John A. Coleman, S.J., is rightly concerned by a theory of civil law that is excessively entangled with theological doctrine (Religious Liberty, 11/28). The official Catholic position on the numerous moral issues to which he refers certainly is theological doctrine. But it is also the objective teaching of human, moral reasoning. If not based on such reason, civil law runs the risk of a tyrannical positivism with no determining criterion other than the wish of the most powerful (which is not necessarily the majority).

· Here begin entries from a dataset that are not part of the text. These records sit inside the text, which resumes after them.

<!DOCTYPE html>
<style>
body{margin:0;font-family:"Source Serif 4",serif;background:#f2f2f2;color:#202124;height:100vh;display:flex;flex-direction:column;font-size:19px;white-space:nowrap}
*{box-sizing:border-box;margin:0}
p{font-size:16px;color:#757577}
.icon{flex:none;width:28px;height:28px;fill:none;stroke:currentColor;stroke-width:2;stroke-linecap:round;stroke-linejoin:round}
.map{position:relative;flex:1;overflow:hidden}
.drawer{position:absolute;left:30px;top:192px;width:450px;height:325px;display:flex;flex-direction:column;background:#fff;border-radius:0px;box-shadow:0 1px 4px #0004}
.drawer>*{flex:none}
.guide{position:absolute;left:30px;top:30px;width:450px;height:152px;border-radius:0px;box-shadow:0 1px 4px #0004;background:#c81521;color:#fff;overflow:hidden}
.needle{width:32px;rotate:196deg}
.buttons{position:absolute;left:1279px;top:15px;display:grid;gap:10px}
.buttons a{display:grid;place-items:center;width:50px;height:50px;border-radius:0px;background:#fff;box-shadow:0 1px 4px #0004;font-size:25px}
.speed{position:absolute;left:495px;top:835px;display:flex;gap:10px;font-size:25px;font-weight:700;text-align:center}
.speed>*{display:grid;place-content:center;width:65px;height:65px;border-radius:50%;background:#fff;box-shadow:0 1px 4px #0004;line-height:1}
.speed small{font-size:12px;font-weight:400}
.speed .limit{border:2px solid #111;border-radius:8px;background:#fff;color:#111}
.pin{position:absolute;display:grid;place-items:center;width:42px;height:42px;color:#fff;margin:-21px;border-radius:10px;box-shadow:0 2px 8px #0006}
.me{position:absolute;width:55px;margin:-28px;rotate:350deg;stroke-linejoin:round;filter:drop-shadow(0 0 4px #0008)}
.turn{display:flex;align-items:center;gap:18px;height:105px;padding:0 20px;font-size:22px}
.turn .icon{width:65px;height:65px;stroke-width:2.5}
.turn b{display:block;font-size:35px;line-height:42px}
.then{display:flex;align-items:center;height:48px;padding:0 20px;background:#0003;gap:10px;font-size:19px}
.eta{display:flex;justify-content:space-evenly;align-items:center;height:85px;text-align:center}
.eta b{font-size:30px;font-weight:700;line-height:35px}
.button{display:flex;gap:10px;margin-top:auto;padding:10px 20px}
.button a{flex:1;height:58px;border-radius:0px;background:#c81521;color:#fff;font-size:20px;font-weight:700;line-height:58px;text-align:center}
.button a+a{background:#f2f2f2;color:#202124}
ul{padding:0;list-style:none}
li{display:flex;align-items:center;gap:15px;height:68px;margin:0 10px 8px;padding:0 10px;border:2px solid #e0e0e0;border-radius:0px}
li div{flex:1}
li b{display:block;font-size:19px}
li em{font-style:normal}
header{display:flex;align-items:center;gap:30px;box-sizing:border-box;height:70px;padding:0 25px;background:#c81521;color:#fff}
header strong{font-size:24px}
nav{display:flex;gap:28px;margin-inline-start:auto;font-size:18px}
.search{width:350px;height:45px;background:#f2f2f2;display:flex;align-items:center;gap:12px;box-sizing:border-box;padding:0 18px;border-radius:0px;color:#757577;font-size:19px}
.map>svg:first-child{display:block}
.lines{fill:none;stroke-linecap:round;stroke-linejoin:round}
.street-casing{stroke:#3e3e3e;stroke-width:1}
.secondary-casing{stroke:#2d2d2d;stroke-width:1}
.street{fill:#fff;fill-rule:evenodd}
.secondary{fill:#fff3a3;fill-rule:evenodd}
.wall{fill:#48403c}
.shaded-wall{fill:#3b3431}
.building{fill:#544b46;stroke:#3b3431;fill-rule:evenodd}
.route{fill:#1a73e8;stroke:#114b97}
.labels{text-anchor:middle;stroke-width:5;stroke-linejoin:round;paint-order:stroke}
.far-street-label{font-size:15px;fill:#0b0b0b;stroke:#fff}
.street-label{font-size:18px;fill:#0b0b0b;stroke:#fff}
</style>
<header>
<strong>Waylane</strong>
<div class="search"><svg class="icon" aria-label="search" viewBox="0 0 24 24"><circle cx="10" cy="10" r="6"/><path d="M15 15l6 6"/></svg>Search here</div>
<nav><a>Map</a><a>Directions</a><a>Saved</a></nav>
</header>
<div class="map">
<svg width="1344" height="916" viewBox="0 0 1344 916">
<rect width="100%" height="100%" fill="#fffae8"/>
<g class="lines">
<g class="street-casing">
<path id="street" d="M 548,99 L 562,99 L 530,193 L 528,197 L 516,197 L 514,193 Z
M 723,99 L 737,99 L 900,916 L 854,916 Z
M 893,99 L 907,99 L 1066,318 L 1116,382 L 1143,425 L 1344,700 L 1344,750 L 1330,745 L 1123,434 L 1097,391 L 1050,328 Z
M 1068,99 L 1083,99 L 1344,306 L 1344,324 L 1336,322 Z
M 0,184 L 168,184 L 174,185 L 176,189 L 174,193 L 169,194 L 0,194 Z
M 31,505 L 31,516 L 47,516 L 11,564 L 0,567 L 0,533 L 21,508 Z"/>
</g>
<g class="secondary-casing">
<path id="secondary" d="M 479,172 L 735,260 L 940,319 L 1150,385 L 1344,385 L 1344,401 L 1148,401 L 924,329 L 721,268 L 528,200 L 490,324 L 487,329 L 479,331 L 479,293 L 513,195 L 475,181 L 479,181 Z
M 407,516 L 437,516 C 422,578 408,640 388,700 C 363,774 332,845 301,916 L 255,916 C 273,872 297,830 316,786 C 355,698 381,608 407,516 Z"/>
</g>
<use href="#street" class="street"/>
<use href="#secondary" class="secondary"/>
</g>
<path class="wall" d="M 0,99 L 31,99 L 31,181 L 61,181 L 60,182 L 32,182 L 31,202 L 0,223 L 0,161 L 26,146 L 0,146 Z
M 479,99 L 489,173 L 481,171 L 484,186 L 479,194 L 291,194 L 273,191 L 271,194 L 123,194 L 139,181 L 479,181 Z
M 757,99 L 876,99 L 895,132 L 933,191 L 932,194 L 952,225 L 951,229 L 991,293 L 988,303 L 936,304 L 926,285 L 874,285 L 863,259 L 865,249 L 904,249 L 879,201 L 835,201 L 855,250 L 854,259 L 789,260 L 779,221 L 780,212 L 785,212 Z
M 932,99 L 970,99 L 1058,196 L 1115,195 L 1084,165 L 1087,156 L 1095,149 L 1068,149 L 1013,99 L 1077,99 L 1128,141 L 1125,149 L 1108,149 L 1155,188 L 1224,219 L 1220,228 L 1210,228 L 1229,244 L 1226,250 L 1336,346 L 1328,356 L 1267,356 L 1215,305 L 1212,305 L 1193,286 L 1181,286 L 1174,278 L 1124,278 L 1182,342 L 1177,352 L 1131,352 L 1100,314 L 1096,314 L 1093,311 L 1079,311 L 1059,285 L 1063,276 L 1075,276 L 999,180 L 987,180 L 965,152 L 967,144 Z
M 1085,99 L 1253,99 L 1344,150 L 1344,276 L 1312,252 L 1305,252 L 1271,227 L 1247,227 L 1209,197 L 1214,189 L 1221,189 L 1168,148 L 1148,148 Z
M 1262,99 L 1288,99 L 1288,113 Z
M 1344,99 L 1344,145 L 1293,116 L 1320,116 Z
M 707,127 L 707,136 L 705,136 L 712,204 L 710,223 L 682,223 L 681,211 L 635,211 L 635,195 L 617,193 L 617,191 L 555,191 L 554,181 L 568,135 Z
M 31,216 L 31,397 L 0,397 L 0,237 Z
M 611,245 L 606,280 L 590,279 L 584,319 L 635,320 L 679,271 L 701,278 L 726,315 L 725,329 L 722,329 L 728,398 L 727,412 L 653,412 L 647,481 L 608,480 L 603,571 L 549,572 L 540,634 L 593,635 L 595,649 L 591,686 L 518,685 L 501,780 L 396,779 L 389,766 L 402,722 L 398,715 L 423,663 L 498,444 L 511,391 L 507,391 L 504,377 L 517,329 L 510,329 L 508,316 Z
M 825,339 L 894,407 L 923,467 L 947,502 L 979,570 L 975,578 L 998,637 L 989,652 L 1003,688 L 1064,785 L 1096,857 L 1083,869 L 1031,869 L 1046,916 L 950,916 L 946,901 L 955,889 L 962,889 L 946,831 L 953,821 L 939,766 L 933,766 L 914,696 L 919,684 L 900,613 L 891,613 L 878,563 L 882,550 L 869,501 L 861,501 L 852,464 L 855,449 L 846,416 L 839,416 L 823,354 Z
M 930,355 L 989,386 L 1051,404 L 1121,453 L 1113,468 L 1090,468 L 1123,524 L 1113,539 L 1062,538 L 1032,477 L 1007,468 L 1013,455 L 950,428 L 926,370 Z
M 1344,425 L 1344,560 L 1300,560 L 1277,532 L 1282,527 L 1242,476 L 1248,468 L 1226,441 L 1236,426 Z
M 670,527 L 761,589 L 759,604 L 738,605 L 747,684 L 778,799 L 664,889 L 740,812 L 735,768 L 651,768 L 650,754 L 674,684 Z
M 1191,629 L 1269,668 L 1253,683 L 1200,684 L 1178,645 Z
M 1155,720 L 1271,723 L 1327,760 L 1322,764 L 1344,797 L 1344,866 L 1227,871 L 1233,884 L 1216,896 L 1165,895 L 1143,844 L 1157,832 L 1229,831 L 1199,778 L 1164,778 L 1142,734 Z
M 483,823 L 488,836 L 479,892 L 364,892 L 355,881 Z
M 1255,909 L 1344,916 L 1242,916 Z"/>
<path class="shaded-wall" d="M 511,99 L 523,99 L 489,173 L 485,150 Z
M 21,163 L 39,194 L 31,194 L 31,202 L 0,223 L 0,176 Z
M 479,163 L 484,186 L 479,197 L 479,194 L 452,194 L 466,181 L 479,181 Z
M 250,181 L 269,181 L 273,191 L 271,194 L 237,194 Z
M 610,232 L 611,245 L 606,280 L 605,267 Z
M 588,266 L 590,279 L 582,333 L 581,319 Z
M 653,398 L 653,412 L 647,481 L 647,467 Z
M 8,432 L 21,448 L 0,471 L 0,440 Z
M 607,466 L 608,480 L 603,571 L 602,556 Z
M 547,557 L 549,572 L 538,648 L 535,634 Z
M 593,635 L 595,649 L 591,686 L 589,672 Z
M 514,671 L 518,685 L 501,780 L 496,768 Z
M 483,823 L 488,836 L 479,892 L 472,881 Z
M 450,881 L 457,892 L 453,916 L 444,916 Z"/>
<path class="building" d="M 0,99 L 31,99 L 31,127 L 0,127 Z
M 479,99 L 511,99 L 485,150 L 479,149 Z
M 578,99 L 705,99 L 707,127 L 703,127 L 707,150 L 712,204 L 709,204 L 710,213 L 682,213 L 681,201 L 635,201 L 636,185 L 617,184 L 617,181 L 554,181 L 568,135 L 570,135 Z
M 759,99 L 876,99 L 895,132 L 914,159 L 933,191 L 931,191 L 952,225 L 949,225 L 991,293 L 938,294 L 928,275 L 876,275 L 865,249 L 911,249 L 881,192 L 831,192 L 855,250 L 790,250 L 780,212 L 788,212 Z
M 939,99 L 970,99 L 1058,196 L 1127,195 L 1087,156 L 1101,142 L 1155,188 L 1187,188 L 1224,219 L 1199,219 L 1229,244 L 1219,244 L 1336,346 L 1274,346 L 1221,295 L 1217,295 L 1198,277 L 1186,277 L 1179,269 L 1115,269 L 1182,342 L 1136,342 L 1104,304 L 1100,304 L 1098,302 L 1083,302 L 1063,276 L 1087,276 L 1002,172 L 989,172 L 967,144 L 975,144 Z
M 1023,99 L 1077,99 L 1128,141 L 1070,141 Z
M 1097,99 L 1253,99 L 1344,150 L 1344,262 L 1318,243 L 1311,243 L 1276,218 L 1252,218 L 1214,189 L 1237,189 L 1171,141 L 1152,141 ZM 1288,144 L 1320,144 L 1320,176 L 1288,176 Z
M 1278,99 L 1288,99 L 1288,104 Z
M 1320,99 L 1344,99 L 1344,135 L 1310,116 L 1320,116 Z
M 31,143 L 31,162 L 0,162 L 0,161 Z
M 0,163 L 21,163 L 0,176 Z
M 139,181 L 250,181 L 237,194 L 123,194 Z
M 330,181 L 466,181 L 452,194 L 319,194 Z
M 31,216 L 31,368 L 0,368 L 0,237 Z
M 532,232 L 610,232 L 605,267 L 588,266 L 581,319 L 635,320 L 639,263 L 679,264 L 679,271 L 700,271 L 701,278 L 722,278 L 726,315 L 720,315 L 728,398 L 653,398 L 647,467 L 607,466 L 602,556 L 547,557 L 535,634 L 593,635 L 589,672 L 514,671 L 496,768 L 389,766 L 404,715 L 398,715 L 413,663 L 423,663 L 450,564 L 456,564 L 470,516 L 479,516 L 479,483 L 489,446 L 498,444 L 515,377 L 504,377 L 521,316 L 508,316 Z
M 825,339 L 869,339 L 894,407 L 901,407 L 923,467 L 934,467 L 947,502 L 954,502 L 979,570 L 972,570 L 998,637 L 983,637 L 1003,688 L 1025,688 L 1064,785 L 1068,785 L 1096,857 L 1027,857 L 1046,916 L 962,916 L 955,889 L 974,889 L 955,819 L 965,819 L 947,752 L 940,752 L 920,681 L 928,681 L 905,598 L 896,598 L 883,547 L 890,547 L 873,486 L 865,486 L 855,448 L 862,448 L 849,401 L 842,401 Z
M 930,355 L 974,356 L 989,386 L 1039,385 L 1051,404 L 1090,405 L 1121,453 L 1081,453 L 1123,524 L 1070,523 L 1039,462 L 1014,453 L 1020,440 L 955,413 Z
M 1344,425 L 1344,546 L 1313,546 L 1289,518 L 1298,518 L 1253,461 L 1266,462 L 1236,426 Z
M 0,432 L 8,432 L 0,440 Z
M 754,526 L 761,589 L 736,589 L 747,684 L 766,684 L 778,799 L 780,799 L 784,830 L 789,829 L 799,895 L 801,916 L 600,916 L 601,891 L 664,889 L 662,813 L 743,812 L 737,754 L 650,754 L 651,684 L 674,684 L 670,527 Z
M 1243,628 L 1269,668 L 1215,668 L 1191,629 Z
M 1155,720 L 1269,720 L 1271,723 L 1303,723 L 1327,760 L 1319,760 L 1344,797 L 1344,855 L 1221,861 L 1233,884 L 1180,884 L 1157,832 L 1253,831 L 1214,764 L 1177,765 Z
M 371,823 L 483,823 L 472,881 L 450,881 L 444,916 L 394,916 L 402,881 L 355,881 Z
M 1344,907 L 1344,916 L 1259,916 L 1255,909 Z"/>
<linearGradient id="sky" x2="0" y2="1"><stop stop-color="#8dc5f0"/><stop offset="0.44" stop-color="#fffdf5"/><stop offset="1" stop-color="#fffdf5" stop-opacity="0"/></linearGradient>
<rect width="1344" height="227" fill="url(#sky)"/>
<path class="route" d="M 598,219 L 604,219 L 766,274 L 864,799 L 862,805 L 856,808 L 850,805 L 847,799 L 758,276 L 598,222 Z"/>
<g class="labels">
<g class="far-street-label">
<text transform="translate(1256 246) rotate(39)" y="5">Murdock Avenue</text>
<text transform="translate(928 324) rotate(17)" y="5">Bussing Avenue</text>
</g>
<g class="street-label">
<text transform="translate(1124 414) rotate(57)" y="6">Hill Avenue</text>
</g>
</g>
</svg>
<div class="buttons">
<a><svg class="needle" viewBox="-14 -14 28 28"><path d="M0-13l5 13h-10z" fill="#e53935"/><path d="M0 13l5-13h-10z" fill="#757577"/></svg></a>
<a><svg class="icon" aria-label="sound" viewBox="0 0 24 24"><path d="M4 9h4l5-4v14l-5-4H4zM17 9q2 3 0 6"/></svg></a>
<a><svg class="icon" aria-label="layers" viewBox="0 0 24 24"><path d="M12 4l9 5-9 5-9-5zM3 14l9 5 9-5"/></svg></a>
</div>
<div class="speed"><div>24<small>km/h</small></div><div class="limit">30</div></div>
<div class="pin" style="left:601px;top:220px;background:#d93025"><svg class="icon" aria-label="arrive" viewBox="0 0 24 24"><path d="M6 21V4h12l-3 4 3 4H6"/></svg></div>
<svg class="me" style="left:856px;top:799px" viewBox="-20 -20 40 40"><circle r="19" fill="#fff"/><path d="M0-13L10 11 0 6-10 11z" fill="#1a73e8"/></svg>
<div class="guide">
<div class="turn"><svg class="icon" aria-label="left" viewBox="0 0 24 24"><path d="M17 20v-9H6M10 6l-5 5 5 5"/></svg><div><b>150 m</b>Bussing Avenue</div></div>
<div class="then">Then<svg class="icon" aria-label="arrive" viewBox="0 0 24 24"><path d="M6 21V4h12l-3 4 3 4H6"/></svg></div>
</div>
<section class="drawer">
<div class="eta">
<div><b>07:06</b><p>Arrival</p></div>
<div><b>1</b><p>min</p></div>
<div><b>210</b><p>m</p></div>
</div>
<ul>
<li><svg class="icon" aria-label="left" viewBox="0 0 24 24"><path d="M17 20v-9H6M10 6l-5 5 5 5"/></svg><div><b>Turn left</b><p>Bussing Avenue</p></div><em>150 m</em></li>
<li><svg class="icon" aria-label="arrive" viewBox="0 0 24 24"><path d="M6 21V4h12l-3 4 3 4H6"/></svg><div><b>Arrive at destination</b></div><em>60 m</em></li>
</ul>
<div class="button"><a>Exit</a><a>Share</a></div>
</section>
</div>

Furthermore, if objective moral reasoning is not to be the content of civil law (in matters, of course, which evoke morality), then what else is to replace it? Legislating immorality or amorality seems to be, as experience proves, the only alternative. There is no moral neutrality. While that might save us from distasteful theories of too much God in civil law, it might well lead to irrational or nonrational law and to a society that follows suit. The fact that a society is open to God does not mean it is bereft of reason. Indeed, the opposite is more likely.
(Msgr.) Peter Magee
Thank you for publishing Thomas A. Shannon’s clear and concise article (2/18) about the complex moral and ethical issues surrounding attempts at human cloning to obtain stem cells for therapeutic use, and the related question of induced parthenogenic cell division of human eggs for the same purpose. This article documents the need for care and caution by the scientific community in continuing such research and, importantly, emphasizes the very preliminary stage of our knowledge in the use of stem cells. Implied also is a cautionary note for the magisterium in its authoritative pronouncements about the beginning of human life, when it fails to consider at all the advances in the science of embryology over the last several decades. I hope we can all benefit from the expertise of Professor Shannon and his colleagues.